Sign in to follow this  
TheComet

Sorting (mathematical) vectors in list

Recommended Posts

Hi,

 

Google is being rather unhelpful, as any search for "sorting vectors" inevitably results in std::sort because the unfortunate name of a dynamic array in C++ is "vector".

 

I wish to sort the following data structure(s) contained withing a list:

struct Vector2
{
   int x;
   int y;
};
struct Vector3
{
   int x;
   int y;
   int z;
};

The more I play around with the implementation of the overloaded comparison operators, the more I'm lead to believe it's simply not possible to perform the check "A<B" where A and B are both Vector2 or Vector3 objects.

 

Here's an example program thingy to play around with:

 

#include <iostream>
#include <vector>
#include <algorithm>
#include <stdlib.h>


template <class T>
class Vector2
{
public:
    Vector2() {}
    Vector2( int x, int y ) : x(x), y(y) {}
    ~Vector2() {}
    int x;
    int y;
    template <class T_> friend inline bool operator==( const Vector2<T_>& lhs, const Vector2<T_>& rhs );
    template <class T_> friend inline bool operator!=( const Vector2<T_>& lhs, const Vector2<T_>& rhs );
    template <class T_> friend inline bool operator< ( const Vector2<T_>& lhs, const Vector2<T_>& rhs );
    template <class T_> friend inline bool operator> ( const Vector2<T_>& lhs, const Vector2<T_>& rhs );
    template <class T_> friend inline bool operator<=( const Vector2<T_>& lhs, const Vector2<T_>& rhs );
    template <class T_> friend inline bool operator>=( const Vector2<T_>& lhs, const Vector2<T_>& rhs );
};


template <class T>
inline bool operator==( const Vector2<T>& lhs, const Vector2<T>& rhs )
{
    return ( lhs.x==rhs.x && lhs.y==rhs.y );
}
template <class T>
inline bool operator!=( const Vector2<T>& lhs, const Vector2<T>& rhs )
{
    return !operator==( lhs, rhs );
}
template <class T>
inline bool operator<( const Vector2<T>& lhs, const Vector2<T>& rhs )
{
    if( lhs.x>=rhs.x ) return false;
    if( lhs.y>=rhs.y ) return false;
    return true;
}
template <class T>
inline bool operator>( const Vector2<T>& lhs, const Vector2<T>& rhs )
{
    return operator<( rhs, lhs );
}
template <class T>
inline bool operator<=( const Vector2<T>& lhs, const Vector2<T>& rhs )
{
    return !operator>( lhs, rhs );
}
template <class T>
inline bool operator>=( const Vector2<T>& lhs, const Vector2<T>& rhs )
{
    return !operator<( lhs, rhs );
}


int main()
{


        std::vector< Vector2<int> > myListOfVectors;
        for( int n = 0; n != 10; ++n )
                myListOfVectors.push_back( Vector2<int>(rand()%100,rand()%100) );


        std::sort( myListOfVectors.begin(), myListOfVectors.end() );


        for( std::vector< Vector2<int> >::iterator it = myListOfVectors.begin(); it != myListOfVectors.end(); ++it )
                std::cout << it->x << "," << it->y << std::endl;


        return 0;
}
 

Any help?

Edited by TheComet

Share this post


Link to post
Share on other sites

Thanks for the quick reply!

 

For higher dimensions, would this be correct?

template <class T>
inline bool operator<( const Vector3<T>& lhs, const Vector3<T>& rhs )
{
if (lhs.x < rhs.x) return true;
if (lhs.x > rhs.x) return false;
if( lhs.y < rhs.y) return true;
if( lhs.y > rhs.y) return false;
return lhs.z < rhs.z
}

Share this post


Link to post
Share on other sites

Yes, that looks right.

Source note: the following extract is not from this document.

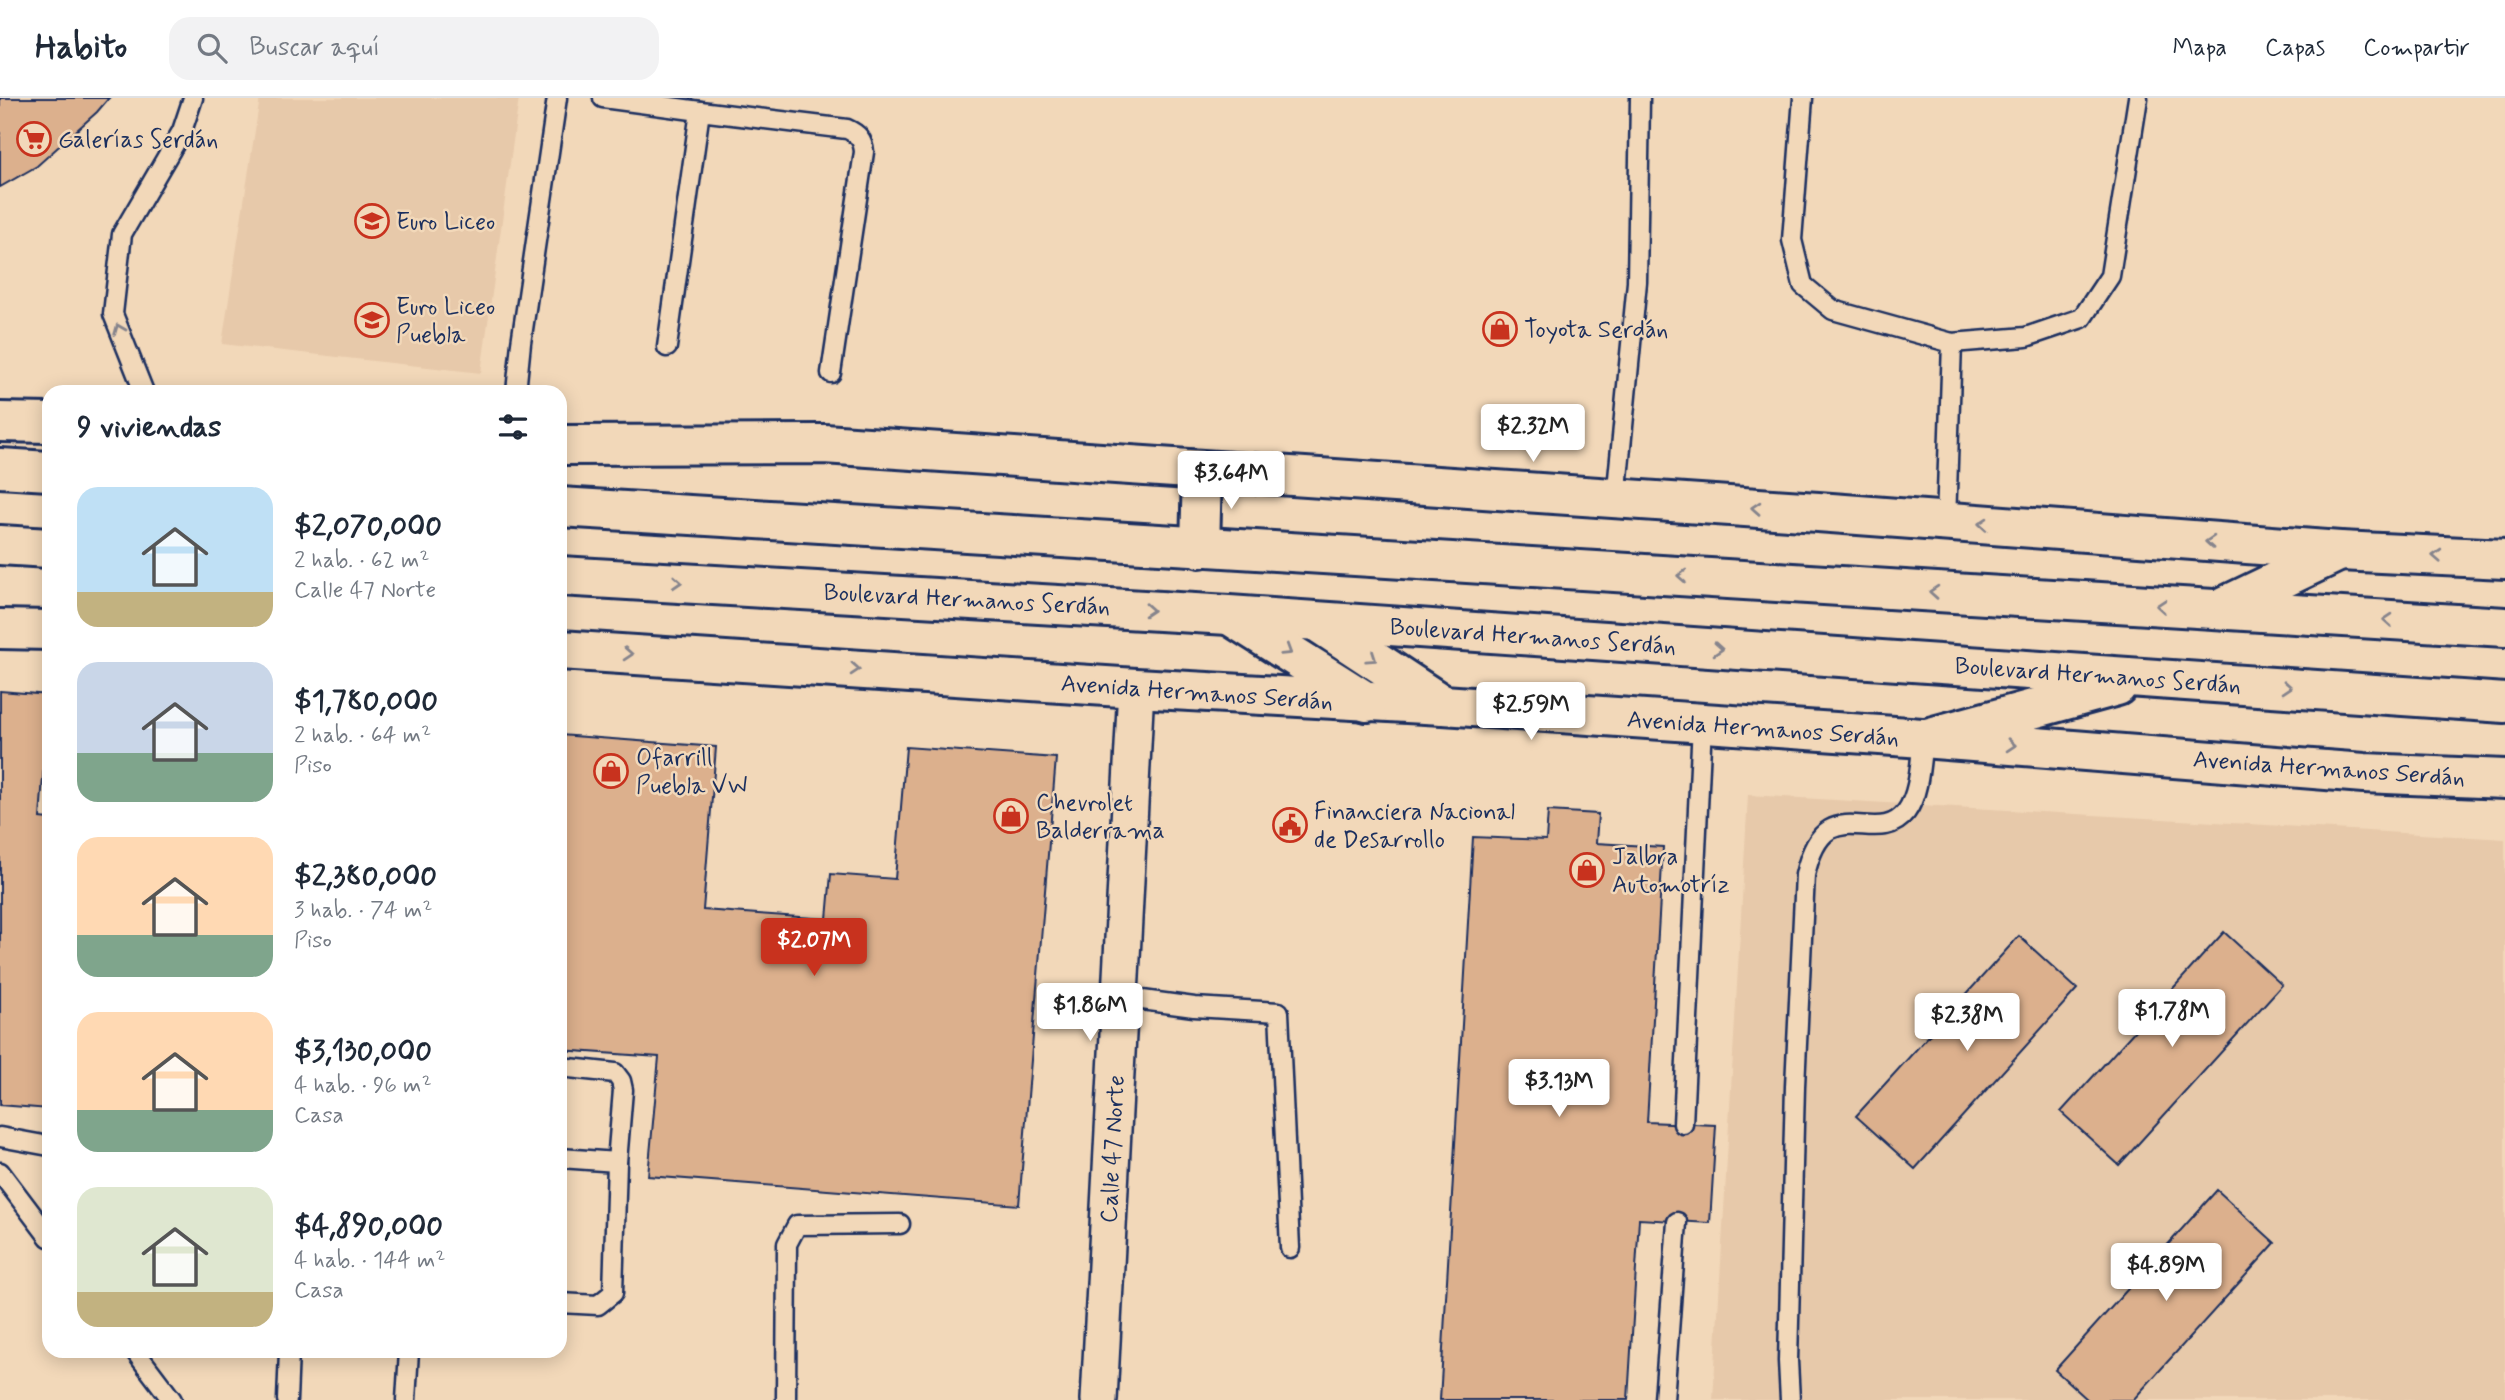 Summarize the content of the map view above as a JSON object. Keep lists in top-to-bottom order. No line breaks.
{"streets":{"main road":["Boulevard Hermanos Serdán","Avenida Hermanos Serdán"],"street":["Calle 47 Norte"]},"crossings":[["Avenida Hermanos Serdán","Calle 47 Norte"]],"places":{"supermarket":["Galerías Serdán"],"school or university":["Euro Liceo","Euro Liceo Puebla"],"shop":["Toyota Serdán","Ofarrill Puebla VW","Chevrolet Balderrama","Jalbra Automotríz"],"public building":["Financiera Nacional de Desarrollo"]},"page":{"header":"Habito","search":"Buscar aquí","nav":["Mapa","Capas","Compartir"],"heading":"9 viviendas","price":["$2.32M","$3.64M","$2.59M","$2.07M","$1.86M","$1.78M","$2.38M","$3.13M","$4.89M"],"list":[{"name":"$2,070,000","note":"2 hab. · 62 m² · Calle 47 Norte"},{"name":"$1,780,000","note":"2 hab. · 64 m² · Piso"},{"name":"$2,380,000","note":"3 hab. · 74 m² · Piso"},{"name":"$3,130,000","note":"4 hab. · 96 m² · Casa"},{"name":"$4,890,000","note":"4 hab. · 144 m² · Casa"}]}} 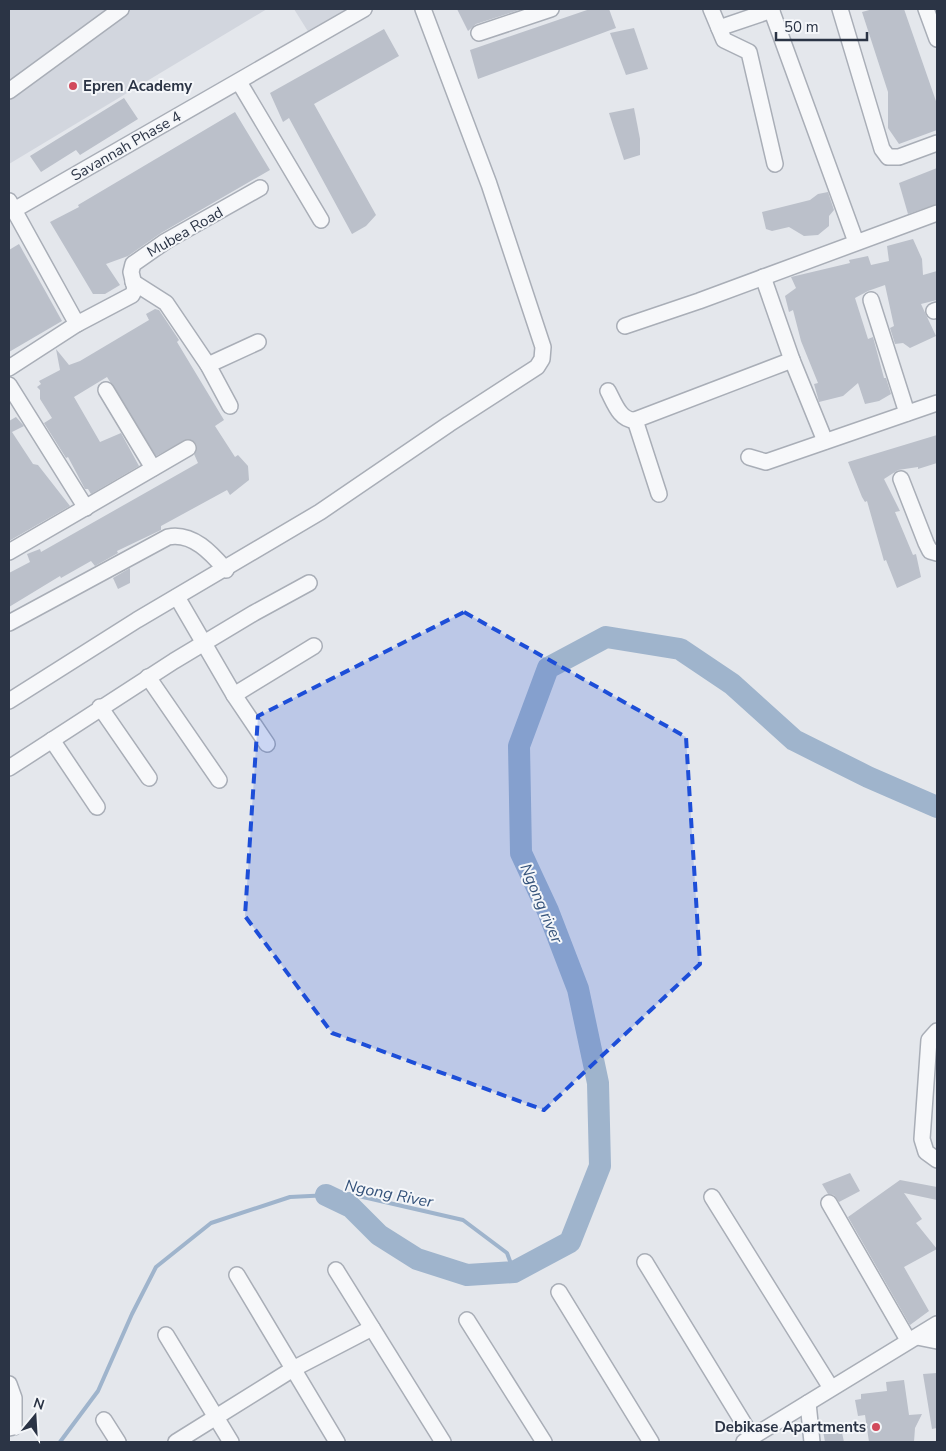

Note that while this is a valid comparison for the purposes of sorting, it may not be a particularly meaningful sort. In particular when used with floating point numbers, it may not be useful for search.

Share this post


Link to post
Share on other sites

You could create a sort method that takes in a lambda expression so you can sort differently depending on your case. I can envision a lot of ways to sort vectors (by length, by coordinate, by dot product with another vector, etc.) so you might want to keep your options open.

Share this post


Link to post
Share on other sites

Yes, that looks right. Note that while this is a valid comparison for the purposes of sorting, it may not be a particularly meaningful sort. In particular when used with floating point numbers, it may not be useful for search.

Noted, thanks.

 

The purpose of all this is to decrease a bottleneck I have with quickly searching a grid for the existence of an entity. I decided to insert the integer coordinates of the entities I'm interested in into a sorted list so I can do a binary search on the data (O(log n)) instead of having to traverse it (O(n)). The list has well over a thousand entries, so hope this will be more effective.

 

 

You could create a sort method that takes in a lambda expression so you can sort differently depending on your case. I can envision a lot of ways to sort vectors (by length, by coordinate, by dot product with another vector, etc.) so you might want to keep your options open.

Sorting by length and dot product is ambiguous, for instance: vec2(1,1).length() == vec2(-1,-1).length(). I can imagine this would require a more elaborate search algorithm, as I think one of the requirements of binary search is each entry in the list needs to be unique.

Edited by TheComet

Share this post


Link to post
Share on other sites


Sorting by length and dot product is ambiguous, for instance: vec2(1,1).length() == vec2(-1,-1).length(). I can imagine this would require a more elaborate search algorithm, as I think one of the requirements of binary search is each entry in the list needs to be unique.

 

For your purposes, lexicographic order sounds right, but other purposes other kinds of ordering might be better -- for example, if the question is "does an entity exist at X,Y" lexicographic ordering is good, but if the question was "which entities are located between 3 and 5 units from X, Y" then length (defined as distance from X,Y) is good.

 

In general, binary searches have to deal with ambiguity in some way -- as in the list [1,2,3,3,4,5] -- if the result is 3, which 3? In some cases it may not matter to you which 3 is returned or the one returned by convention happens to be the one you're interested in, but if it does matter to you, you might need to apply further criteria.

Share this post


Link to post
Share on other sites

The purpose of all this is to decrease a bottleneck I have with quickly searching a grid for the existence of an entity. I decided to insert the integer coordinates of the entities I'm interested in into a sorted list so I can do a binary search on the data (O(log n)) instead of having to traverse it (O(n)). The list has well over a thousand entries, so hope this will be more effective.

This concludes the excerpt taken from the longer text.